Arabic: 'source' Unicode to final display Unicode - c++

simple question:
this is the final display string I am looking for
لعبة ديدة
now below is each of the separate characters, before being 'glued' together (so I've put a space between each of them to stop the joining)
ل ع ب ة د ي د ة
note how they are NOT the same characters, there is some magical transform that melds them together and converts them to new Unicode characters.
and then in that above, the characters are actually appearing right to left (in memory, they are left to right)
so my simple question is this: where do I get a platform independent c/c++ function that will take my source 16 bit Unicode string, and do the transform on it to result in the Unicode string that will create the one first quoted above? doing the RTL conversion, and the joining?
that's all I want, one function that does that.
UPDATE:
ok, yes, I know that the 'characters' are the same in the two above examples, they are the same 'letters' but (viewing in chrome, or latest IE) anyone can CLEARLY see that the glyphs are different. now I'm fairly confident that this transform that needs to be done can be done on the unicode level, because my font file, and the unicode standard, seems to specify the different glyphs for both the separate, and various joined versions of the characters/letters. (unicode.org/charts/PDF/UFB50.pdf unicode.org/charts/PDF/UFE70.pdf)
so, can I just put my unicode into a function and get the transformed unicode out?
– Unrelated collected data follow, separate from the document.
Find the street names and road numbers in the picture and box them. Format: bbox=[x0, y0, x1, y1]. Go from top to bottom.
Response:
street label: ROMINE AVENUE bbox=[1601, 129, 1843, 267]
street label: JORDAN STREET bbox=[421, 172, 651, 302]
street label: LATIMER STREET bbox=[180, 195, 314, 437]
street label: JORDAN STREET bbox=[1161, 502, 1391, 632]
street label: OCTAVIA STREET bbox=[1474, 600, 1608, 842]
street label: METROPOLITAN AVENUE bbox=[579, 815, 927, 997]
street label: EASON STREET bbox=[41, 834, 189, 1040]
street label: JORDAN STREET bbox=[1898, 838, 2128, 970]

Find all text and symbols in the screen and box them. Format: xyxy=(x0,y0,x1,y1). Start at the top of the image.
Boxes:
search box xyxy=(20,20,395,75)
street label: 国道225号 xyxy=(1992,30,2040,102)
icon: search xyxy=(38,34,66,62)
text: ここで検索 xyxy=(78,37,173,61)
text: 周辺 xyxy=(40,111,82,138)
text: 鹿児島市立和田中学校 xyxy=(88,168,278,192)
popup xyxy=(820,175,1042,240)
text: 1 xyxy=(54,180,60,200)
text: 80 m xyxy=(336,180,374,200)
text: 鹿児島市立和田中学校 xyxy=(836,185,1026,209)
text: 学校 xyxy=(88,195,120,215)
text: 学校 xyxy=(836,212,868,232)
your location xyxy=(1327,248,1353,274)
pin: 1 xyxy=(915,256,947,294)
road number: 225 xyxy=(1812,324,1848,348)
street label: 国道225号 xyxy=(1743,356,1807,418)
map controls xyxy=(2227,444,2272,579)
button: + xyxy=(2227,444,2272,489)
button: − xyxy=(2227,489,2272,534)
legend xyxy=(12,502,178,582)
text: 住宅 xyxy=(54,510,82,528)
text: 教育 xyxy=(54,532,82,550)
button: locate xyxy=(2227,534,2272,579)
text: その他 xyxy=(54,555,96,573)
The joining and RTL conversion don't happen at the level of Unicode characters.
In other words: the order of the characters and the actual unicode codepoints are not changed during this process.
In fact, the merging and handling RTL/LTR transitions is handled by the text rendering engine.
This quote from the Wikipedia article on the Arabic alphabet explains it quite nicely:
Finally, the Unicode encoding of Arabic is in logical order, that is, the characters are entered, and stored in computer memory, in the order that they are written and pronounced without worrying about the direction in which they will be displayed on paper or on the screen. Again, it is left to the rendering engine to present the characters in the correct direction, using Unicode's bi-directional text features. In this regard, if the Arabic words on this page are written left to right, it is an indication that the Unicode rendering engine used to display them is out-of-date.
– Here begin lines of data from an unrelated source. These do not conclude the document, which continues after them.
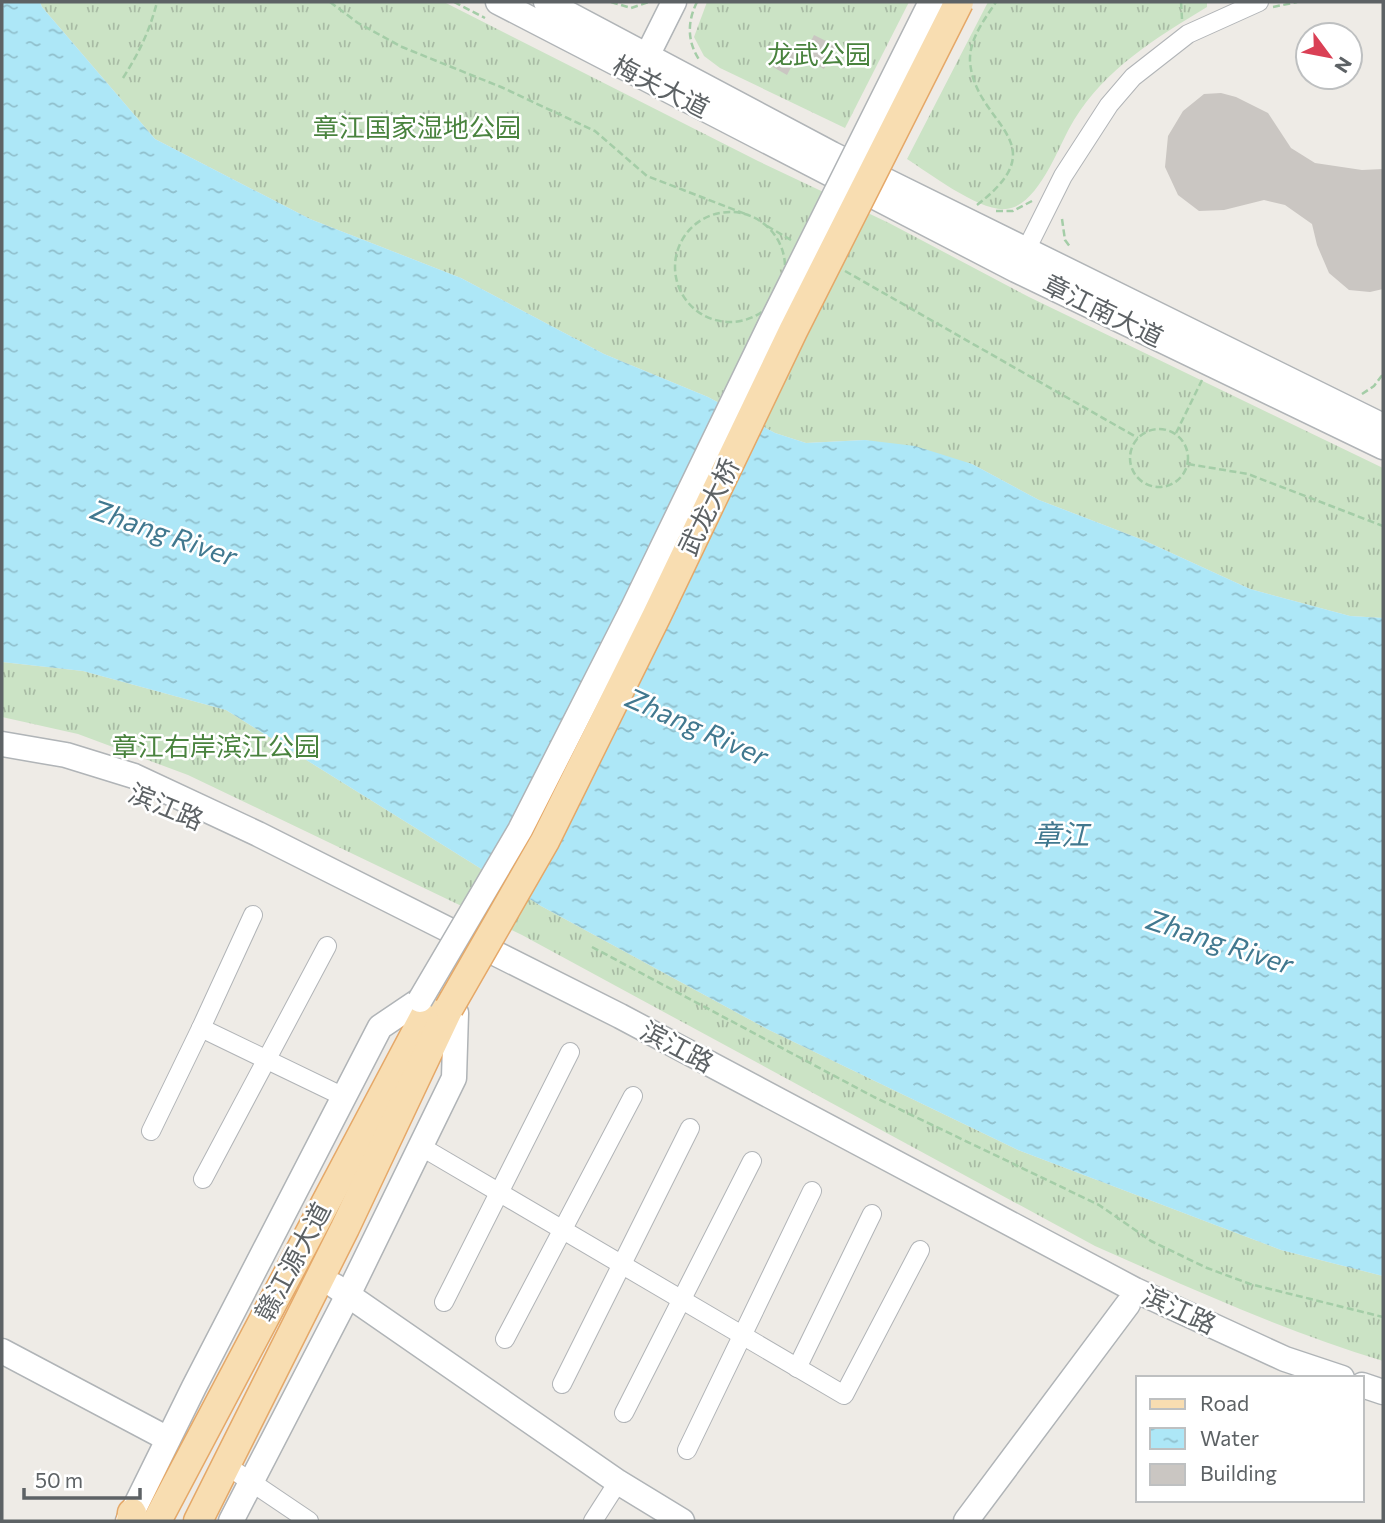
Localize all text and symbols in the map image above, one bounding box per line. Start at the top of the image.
north arrow [1294,21,1364,91]
park label: 龙武公园 [767,38,871,69]
street label: 梅关大道 [608,48,715,123]
text: N [1330,53,1357,77]
park label: 章江国家湿地公园 [313,111,521,142]
street label: 章江南大道 [1038,267,1169,352]
street label: 武龙大桥 [671,453,744,560]
water label: Zhang River [86,491,243,573]
water label: Zhang River [620,679,775,773]
park label: 章江右岸滨江公园 [112,730,320,761]
street label: 滨江路 [125,776,209,835]
water label: 章江 [1033,817,1092,851]
water label: Zhang River [1142,901,1299,981]
street label: 滨江路 [636,1014,719,1078]
street label: 赣江源大道 [247,1197,336,1326]
street label: 滨江路 [1138,1278,1222,1339]
legend [1136,1376,1364,1502]
text: Road [1200,1390,1249,1415]
text: Water [1200,1425,1259,1450]
scale bar [24,1456,140,1500]
text: Building [1200,1460,1277,1485]
text: 50 m [35,1467,83,1492]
The processing you're looking for is called ligature. Unlike many latin-based languages, where you can simply put one character after another to render the text, ligatures are fundamental in arabic. The substitution is done in the text rendering engine, and the ligature infos are generally stored in font files.
note how they are NOT the same characters
They are the same for an Arabic reader. It is still readable.
There is no transform to do on your Unicode16 source text. You must provide the whole string to your text renderer. In C/C++, and as you are going the platform independent way, you can use Pango for rendering.
Note : Perhaps you wanted to write لعبة جديدة (i.e. new game) ? Because what you give as an example has no meaning in Arabic.

I realise this is an old question, but what you're looking for is FriBidi, the GNU implementation of the Unicode bidirectional algorithm.
This program does the glyph selection that was asked about in the question, as well as handling bidirectional text (mixture of right-to-left and left-to-right text).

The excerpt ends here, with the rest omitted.